Books I Read, January 4th 2026
Happy New Year. Spent the better part of the last several weeks baking, cooking, eating, drinking, laughing with friends and family, and reading Proust. I hope that 2026 brings anyone exactly what you deserve, and maybe even a little more besides.
The Prisoner by Marcel Proust – The fifth book of Proust’s masterpiece details his obsessive, jealous love for Albertine, and his efforts to keep her contained for a long period in a wing of his house. Albertine is, for me, the great weakness of the book—or perhaps one of two, the latter of which I’ll detail further down. She never comes across as a fully realized character. To some degree this might be a deliberate choice, as Proust is much more concerned about the effect of love on our inner landscape than of love per se. His obsession with Albertine, rather than Albertine itself, constitutes the bulk of the narrative. But still, without some stronger anchor his jealousy seems arbitrary and inaccessible—something which is not improved by the sapphic lens of his obsession, itself a difficult peculiarity to share. Probably more importantly, the jealousy itself, although presented as a universal quality of romance – it being prefaced with Odette and Swan’s union, not to mention St. Loup and Rachel – isn’t that at all, but (seemingly) a particular obsession of Proust. So much of what Proust writes finds echoes in our own minds, even on the most complex and subtle topics, that this long, dissonant note can’t help but ring out.
The Fugitive by Marcel Proust – The sixth book of Proust’s masterpiece details Marcel’s forgetting Albertine and going to Venice. Further Proust points will be explored below.

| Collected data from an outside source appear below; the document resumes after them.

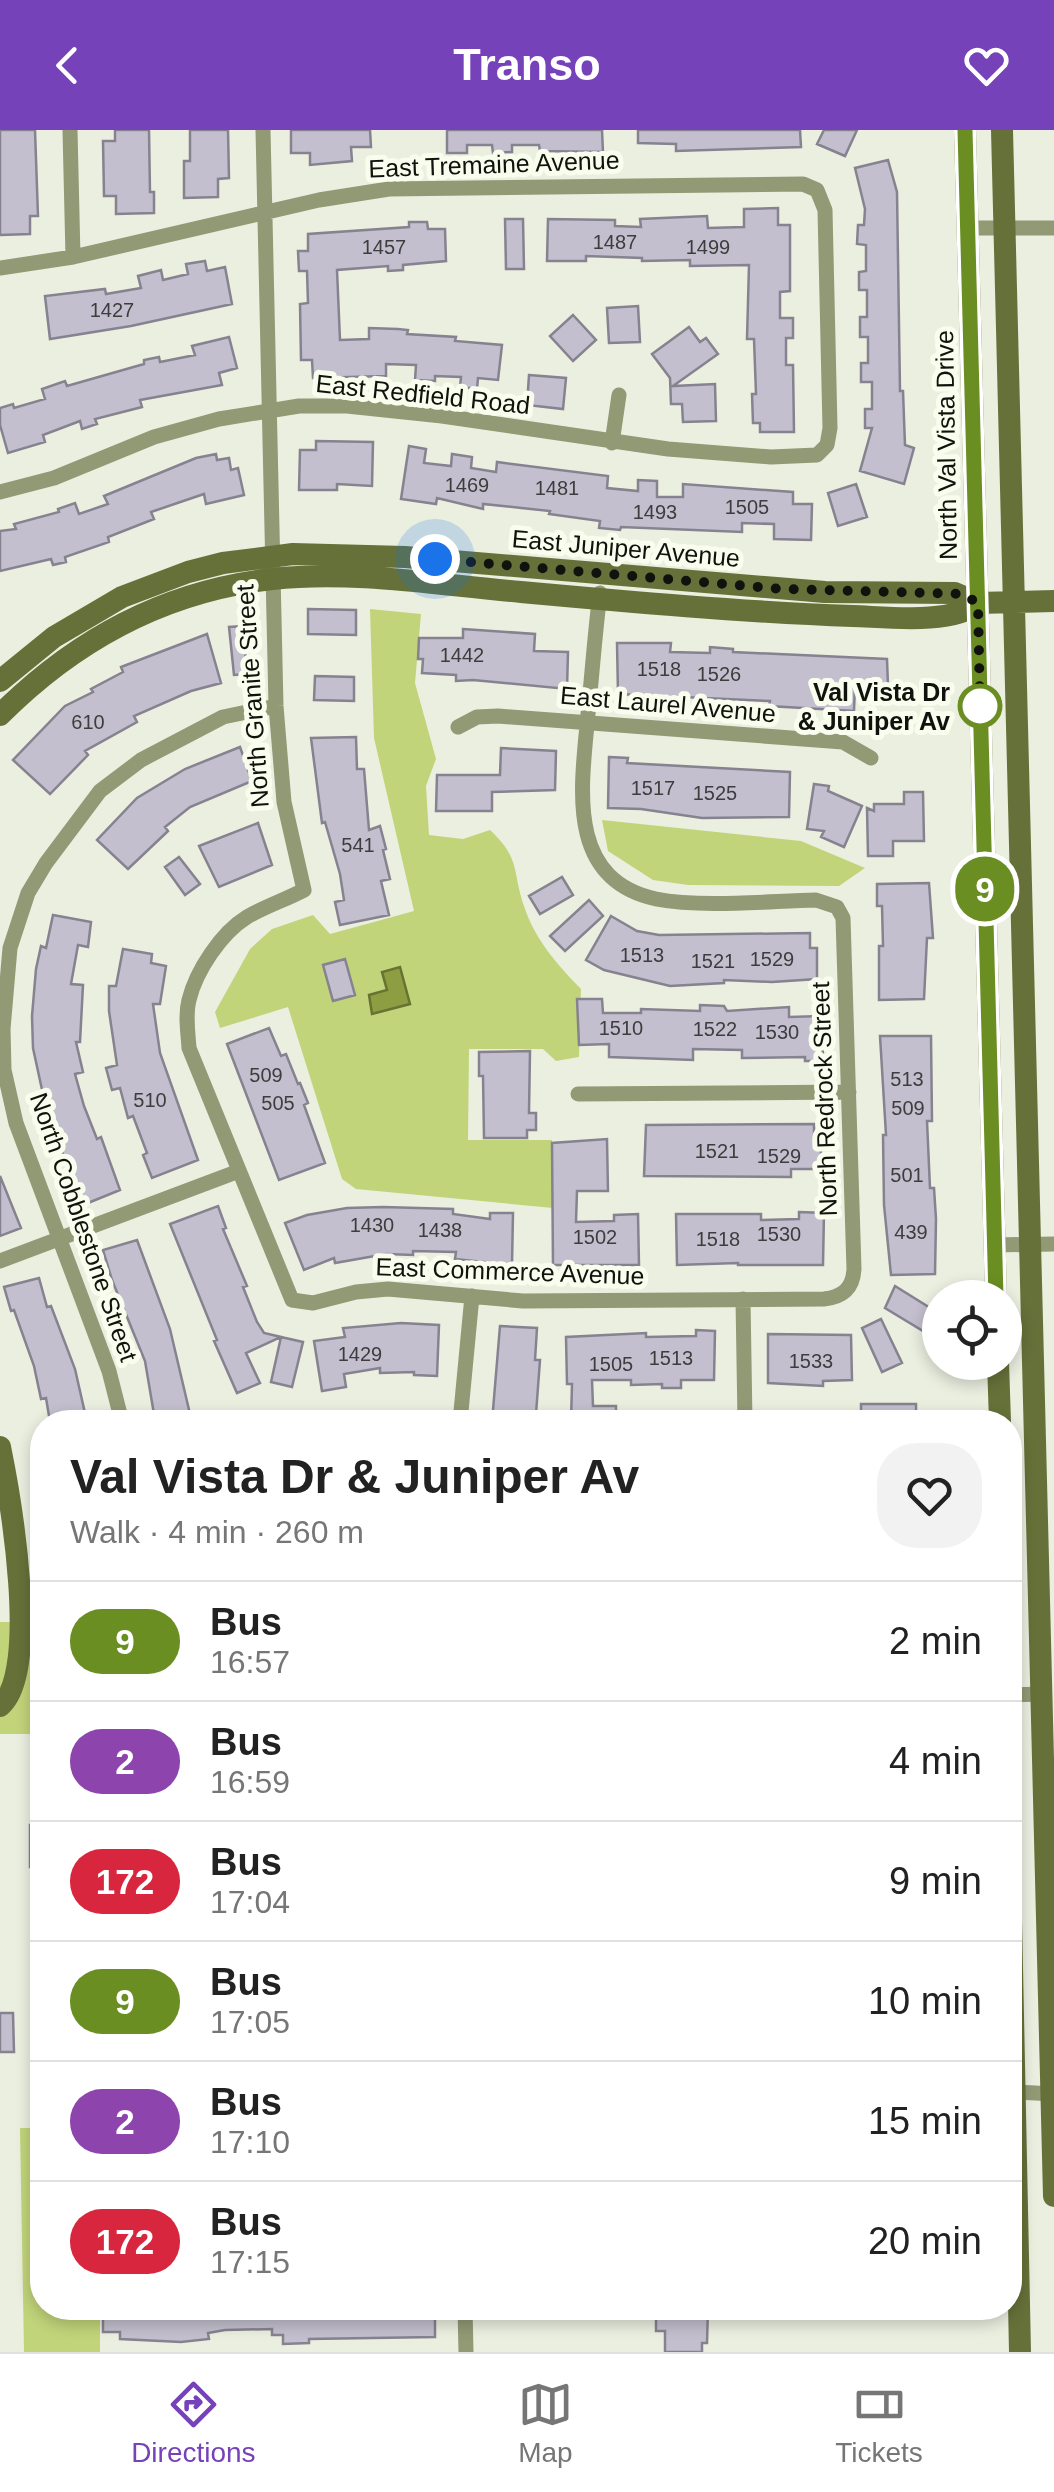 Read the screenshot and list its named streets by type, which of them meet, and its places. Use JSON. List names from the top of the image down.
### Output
{
  "streets": {
    "main road": ["North Val Vista Drive", "East Juniper Avenue"],
    "street": [
      "East Tremaine Avenue",
      "East Redfield Road",
      "North Granite Street",
      "East Laurel Avenue",
      "North Redrock Street",
      "North Cobblestone Street",
      "East Commerce Avenue"
    ]
  },
  "crossings": [
    ["East Tremaine Avenue", "East Redfield Road"],
    ["East Tremaine Avenue", "North Granite Street"],
    ["East Redfield Road", "North Granite Street"],
    ["North Val Vista Drive", "East Juniper Avenue"],
    ["East Juniper Avenue", "North Granite Street"],
    ["North Granite Street", "North Cobblestone Street"],
    ["North Granite Street", "East Commerce Avenue"],
    ["East Laurel Avenue", "North Redrock Street"],
    ["North Redrock Street", "East Commerce Avenue"]
  ],
  "places": ["Val Vista Dr & Juniper Av"],
  "lines": ["bus line 9"],
  "house_numbers": [
    "1487",
    "1457",
    "1499",
    "1427",
    "1469",
    "1481",
    "1505",
    "1493",
    "1442",
    "1518",
    "1526",
    "610",
    "1517",
    "1525",
    "541",
    "1513",
    "1529",
    "1521",
    "1510",
    "1522",
    "1530",
    "509",
    "513",
    "510",
    "505",
    "509",
    "1521",
    "1529",
    "501",
    "1430",
    "1438",
    "439",
    "1530",
    "1502",
    "1518",
    "1429",
    "1513",
    "1533",
    "1505"
  ],
  "page": {
    "header": "Transo",
    "on_map": "9",
    "heading": ["Val Vista Dr & Juniper Av", "Walk · 4 min · 260 m"],
    "list": [
      {
        "mark": "9",
        "name": "Bus",
        "note": "16:57",
        "value": "2 min"
      },
      {
        "mark": "2",
        "name": "Bus",
        "note": "16:59",
        "value": "4 min"
      },
      {
        "mark": "172",
        "name": "Bus",
        "note": "17:04",
        "value": "9 min"
      },
      {
        "mark": "9",
        "name": "Bus",
        "note": "17:05",
        "value": "10 min"
      },
      {
        "mark": "2",
        "name": "Bus",
        "note": "17:10",
        "value": "15 min"
      },
      {
        "mark": "172",
        "name": "Bus",
        "note": "17:15",
        "value": "20 min"
      }
    ],
    "tabs": ["Directions", "Map", "Tickets"]
  }
}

Time Regained by Marcel Proust – The final book in Proust’s masterpiece acts as an extended epilogue, skipping ahead to the miseries of WWI, and further on still to a period where our protagonist, after an extended stay in a sanitarium, briefly returns to Parisian society, finally striking upon the grand understanding of time which will allow for the creation of his epic work. Speaking of the work as a whole, it is at once supremely brilliant and somehow less than the sum of its parts. Proust has a profound grasp of the human mind, as well as the subtleties of social interaction and the role which our subjective perceptions and endlessly shifting memory play in our experience of existence. Indeed, there are insights galore in these pages, complex but valuable. And yet, the peculiarities of Proust’s own character – his obsessive jealousy, his inability to feel genuine friendship, indeed his essential incapacity to love in a true sense – render much of his thinking alien, at least to me, and, I would suspect, to most readers. This would be fine—there is enormous value in elucidating even an aberrant mind state – except that Proust isn’t interested in the subjective, but only in (as he says many times throughout the book) the general laws which can be drawn from it. And Proust definitely seems to believe that the truths he articulates are universal, that all love is simply refined jealousy, that we exist almost exclusively within our own conscious, that social interaction is essentially a barren distraction from one’s own psyche, and that happiness is impossible as our desires, once granted, immediately cease to offer any satisfaction. But I don’t think these things are true, or at least are true only in part, and so much of Proust’s grand summations are somewhat lost on me. That said, this remains one of the seminal works of human letters, a profound and magisterial depiction of the movement of time, nostalgia, love, sex, so on and so forth. In short, it was well worth my December.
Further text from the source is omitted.